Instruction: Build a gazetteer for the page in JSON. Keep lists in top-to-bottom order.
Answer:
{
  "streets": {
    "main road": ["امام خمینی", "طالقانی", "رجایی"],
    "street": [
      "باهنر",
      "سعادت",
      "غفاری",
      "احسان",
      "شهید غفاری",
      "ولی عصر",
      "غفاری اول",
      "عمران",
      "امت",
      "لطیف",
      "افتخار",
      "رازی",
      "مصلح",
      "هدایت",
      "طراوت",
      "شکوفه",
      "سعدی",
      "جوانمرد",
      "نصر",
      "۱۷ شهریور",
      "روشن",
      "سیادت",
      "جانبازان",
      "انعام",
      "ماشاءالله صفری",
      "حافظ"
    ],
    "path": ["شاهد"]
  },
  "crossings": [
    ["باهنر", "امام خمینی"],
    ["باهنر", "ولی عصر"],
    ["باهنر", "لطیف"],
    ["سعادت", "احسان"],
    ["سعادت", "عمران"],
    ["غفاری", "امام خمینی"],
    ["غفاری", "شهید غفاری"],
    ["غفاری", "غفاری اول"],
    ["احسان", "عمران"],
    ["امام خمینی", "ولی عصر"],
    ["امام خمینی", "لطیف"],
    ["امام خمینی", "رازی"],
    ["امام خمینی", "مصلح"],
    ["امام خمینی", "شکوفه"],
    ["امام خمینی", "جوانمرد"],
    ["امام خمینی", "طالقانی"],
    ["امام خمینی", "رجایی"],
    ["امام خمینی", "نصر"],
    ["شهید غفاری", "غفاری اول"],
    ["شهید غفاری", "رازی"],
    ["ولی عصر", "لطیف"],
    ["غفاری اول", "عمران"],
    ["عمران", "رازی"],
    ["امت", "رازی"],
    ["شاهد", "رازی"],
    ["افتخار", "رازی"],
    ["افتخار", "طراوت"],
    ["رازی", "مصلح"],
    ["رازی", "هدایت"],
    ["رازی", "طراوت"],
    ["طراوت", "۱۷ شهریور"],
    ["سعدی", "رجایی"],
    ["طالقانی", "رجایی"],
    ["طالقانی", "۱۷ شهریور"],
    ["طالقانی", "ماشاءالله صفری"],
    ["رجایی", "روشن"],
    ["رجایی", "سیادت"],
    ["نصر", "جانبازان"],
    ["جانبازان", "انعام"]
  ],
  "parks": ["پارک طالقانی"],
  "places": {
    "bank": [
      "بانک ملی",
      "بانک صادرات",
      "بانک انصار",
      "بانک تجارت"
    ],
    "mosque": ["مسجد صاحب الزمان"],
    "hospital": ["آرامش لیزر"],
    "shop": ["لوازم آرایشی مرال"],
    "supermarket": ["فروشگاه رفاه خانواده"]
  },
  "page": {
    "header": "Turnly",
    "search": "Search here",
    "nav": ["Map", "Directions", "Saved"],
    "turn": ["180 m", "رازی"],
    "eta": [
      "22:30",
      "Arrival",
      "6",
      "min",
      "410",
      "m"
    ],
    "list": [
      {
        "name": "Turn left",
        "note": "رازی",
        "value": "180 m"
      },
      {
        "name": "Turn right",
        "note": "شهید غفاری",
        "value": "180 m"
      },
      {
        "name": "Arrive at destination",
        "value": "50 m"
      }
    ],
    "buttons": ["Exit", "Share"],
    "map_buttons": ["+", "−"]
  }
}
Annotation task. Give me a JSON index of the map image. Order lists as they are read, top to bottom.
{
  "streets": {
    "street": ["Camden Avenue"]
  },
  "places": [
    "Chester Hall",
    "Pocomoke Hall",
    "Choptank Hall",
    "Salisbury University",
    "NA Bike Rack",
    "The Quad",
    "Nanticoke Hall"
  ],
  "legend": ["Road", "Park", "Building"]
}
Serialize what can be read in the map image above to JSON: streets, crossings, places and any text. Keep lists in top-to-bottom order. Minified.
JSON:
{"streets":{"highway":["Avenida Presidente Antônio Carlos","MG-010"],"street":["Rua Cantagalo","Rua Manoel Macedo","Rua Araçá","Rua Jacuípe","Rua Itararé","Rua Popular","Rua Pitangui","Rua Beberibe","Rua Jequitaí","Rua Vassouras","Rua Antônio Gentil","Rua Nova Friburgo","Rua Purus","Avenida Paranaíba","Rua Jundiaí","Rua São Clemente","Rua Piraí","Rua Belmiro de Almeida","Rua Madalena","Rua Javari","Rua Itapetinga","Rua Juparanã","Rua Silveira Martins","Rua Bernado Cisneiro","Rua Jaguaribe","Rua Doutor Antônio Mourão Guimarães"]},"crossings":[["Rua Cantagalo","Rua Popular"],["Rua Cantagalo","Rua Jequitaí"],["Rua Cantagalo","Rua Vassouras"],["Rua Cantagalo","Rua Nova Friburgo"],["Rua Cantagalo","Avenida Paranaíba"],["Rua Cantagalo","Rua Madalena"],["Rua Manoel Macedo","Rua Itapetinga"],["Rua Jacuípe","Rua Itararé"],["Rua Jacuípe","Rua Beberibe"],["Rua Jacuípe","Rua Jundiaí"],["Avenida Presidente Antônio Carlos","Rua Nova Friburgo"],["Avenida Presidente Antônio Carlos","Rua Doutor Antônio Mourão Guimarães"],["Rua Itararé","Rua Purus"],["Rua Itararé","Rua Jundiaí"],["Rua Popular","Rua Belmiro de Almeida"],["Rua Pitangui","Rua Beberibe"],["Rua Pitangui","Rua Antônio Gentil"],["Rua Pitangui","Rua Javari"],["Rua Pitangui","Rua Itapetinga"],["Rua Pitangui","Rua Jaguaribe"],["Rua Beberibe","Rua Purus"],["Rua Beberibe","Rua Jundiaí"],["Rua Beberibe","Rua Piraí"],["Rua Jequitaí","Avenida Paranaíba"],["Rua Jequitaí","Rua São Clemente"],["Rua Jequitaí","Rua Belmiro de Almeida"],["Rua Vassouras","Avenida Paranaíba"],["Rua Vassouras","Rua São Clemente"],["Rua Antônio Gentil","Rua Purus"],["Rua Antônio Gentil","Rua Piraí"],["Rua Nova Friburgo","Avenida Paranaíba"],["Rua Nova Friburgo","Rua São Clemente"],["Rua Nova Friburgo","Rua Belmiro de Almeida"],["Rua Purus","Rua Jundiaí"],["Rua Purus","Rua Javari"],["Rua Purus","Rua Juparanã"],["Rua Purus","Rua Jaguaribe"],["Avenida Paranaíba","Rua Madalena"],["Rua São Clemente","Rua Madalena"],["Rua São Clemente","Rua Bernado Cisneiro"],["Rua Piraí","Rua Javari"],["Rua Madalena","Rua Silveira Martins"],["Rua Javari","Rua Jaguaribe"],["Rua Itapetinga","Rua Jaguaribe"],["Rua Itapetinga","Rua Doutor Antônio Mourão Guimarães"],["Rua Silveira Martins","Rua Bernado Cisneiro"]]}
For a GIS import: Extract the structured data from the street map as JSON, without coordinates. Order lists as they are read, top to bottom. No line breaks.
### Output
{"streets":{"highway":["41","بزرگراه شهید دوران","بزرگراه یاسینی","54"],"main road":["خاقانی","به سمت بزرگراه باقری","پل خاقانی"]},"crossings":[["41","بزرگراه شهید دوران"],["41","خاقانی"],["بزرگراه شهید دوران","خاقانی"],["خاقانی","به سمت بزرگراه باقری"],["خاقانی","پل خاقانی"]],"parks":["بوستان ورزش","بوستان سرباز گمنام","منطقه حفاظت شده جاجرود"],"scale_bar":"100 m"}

※

§ Your objective: Copy each line holding the word "طالقانی" from the listing above.

§ Response to this exercise:
    "main road": ["امام خمینی", "طالقانی", "رجایی"],
    ["امام خمینی", "طالقانی"],
    ["طالقانی", "رجایی"],
    ["طالقانی", "۱۷ شهریور"],
    ["طالقانی", "ماشاءالله صفری"],
  "parks": ["پارک طالقانی"],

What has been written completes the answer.